If you want to restrict that, you are going to have to create a series of aliases and change the default rule.
If you are using DNS names, then I would use the DNS forwarder's override to create a split-brained DNS. This way if you are internal and you are using the pfSense firewall for DNS services, then when someone from the inside requests the DNS name they will get the internal address. But if you are on the internet, you get the VIP address.
I am sure there are more options as well depending on what exactly you are doing.
-
If you are trying to connect to them from the internet, the process is the same. If you are looking for inter-LAN communication, you should be able to access them via their internal IP address in the new subnet. The allow all rule you have on each LAN should pass all the communications.
If you want to restrict that, you are going to have to create a series of aliases and change the default rule.

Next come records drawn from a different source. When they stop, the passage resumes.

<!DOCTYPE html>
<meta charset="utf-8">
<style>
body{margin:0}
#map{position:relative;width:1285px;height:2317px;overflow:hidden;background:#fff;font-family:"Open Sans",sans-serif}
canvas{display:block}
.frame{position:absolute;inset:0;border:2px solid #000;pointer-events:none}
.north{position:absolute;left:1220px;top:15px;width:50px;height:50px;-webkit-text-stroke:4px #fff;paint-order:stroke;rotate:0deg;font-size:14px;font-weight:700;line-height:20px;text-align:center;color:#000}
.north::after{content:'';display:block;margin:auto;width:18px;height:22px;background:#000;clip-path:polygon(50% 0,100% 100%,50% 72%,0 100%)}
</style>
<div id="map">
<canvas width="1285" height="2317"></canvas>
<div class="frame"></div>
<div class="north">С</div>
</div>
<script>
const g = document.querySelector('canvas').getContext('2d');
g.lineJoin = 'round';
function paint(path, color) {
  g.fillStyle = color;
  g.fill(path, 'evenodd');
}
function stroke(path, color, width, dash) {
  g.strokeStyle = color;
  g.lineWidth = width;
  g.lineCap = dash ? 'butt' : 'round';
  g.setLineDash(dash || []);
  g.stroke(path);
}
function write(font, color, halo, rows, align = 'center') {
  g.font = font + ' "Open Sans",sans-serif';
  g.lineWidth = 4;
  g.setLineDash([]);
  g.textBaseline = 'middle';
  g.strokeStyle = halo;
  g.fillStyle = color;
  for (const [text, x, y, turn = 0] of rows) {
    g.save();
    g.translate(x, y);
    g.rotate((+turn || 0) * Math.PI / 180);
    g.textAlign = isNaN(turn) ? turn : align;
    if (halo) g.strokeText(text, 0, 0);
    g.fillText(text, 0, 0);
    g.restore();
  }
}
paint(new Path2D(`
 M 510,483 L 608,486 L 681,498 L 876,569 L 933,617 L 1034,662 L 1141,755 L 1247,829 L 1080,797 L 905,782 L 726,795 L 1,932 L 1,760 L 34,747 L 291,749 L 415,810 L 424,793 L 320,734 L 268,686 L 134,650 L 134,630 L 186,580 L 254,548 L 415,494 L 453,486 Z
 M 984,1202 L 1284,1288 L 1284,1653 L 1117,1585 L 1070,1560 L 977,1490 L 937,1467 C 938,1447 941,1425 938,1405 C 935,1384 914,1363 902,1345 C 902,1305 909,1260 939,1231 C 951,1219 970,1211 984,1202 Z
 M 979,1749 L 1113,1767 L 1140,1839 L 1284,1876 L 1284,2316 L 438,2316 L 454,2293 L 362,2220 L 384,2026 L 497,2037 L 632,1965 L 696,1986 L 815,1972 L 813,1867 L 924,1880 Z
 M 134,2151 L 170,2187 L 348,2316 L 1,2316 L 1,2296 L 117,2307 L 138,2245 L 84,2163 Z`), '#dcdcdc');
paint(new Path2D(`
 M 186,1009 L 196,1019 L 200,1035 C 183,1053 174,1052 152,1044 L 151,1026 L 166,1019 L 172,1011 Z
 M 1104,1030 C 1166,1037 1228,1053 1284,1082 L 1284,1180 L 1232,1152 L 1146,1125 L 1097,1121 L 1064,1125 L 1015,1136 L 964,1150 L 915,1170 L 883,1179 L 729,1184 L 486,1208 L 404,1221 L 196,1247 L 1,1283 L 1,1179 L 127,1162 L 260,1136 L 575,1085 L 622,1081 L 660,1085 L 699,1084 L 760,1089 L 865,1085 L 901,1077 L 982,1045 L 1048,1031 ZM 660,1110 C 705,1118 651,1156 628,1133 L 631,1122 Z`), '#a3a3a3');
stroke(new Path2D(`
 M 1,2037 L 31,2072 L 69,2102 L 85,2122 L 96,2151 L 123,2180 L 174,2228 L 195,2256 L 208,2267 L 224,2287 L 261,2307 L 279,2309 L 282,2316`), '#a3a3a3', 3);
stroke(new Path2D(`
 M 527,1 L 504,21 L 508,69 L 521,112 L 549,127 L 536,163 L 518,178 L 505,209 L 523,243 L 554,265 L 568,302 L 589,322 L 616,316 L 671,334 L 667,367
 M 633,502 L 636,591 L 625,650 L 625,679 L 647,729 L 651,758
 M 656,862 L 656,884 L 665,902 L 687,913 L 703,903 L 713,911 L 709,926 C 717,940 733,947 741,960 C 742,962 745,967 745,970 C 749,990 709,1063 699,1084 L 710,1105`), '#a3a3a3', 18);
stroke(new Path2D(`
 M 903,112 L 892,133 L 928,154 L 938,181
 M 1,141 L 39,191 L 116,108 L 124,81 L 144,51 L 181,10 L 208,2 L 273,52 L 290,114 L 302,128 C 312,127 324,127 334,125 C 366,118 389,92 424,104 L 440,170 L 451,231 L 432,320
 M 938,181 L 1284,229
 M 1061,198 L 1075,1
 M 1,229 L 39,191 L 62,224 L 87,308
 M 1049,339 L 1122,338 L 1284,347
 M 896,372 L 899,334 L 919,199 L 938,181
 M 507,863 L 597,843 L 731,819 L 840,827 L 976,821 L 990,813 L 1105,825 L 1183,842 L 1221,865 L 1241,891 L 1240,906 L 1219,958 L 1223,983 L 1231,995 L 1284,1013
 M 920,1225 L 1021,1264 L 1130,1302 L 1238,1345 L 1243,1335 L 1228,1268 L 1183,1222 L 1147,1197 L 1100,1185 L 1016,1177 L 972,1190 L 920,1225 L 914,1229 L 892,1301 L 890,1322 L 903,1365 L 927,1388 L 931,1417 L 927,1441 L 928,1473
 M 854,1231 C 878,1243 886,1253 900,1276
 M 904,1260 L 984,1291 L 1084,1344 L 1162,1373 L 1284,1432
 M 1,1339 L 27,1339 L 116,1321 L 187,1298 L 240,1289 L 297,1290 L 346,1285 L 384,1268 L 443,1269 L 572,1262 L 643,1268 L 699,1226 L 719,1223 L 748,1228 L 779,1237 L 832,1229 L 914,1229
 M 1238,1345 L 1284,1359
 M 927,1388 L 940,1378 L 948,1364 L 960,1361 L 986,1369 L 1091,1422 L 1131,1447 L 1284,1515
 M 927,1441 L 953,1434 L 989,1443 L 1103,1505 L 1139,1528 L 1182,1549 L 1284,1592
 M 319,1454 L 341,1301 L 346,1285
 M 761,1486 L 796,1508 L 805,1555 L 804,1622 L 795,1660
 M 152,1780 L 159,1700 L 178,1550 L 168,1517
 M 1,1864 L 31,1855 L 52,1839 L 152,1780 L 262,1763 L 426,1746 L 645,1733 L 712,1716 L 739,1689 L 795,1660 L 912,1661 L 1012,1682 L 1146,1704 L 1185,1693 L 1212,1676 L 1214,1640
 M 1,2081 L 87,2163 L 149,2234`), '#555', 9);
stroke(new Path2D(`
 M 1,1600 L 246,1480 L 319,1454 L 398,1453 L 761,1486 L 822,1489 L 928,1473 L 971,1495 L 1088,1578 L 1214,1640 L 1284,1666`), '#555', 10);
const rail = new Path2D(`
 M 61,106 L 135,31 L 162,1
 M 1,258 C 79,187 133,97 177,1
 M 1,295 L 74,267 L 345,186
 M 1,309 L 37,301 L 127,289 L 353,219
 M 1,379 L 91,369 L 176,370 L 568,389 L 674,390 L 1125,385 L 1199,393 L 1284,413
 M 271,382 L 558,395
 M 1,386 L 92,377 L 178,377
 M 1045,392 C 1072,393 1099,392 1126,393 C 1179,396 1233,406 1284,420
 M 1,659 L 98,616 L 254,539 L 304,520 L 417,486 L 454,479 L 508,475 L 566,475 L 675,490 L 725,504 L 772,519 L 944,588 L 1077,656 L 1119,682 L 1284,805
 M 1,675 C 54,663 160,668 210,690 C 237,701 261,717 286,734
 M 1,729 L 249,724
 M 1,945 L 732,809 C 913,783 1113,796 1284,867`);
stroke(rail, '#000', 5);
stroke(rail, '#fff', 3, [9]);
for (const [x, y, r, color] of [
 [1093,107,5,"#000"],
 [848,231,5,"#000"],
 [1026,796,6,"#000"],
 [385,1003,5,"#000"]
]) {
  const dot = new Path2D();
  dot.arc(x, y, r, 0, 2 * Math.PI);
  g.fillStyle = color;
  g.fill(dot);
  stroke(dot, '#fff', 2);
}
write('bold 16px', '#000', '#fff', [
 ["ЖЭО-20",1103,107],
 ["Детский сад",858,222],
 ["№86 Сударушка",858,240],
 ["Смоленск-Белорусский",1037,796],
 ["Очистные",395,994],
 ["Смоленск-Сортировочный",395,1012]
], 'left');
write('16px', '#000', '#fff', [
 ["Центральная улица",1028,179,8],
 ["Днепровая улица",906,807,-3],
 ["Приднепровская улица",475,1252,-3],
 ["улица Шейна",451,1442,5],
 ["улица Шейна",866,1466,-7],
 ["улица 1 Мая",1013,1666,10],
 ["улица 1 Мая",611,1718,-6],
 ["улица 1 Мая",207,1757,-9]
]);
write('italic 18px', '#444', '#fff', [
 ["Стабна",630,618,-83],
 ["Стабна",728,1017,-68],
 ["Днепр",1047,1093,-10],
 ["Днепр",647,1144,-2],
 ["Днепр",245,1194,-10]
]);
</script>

If you are using DNS names, then I would use the DNS forwarder's override to create a split-brained DNS. This way if you are internal and you are using the pfSense firewall for DNS services, then when someone from the inside requests the DNS name they will get the internal address. But if you are on the internet, you get the VIP address.
I am sure there are more options as well depending on what exactly you are doing.
I got it sorted and I want to thank you publicly (not just by PM). I learned a lot during the process and I will make an effort to check the forum to try and help others.
Thanks again!! I appreciate the help.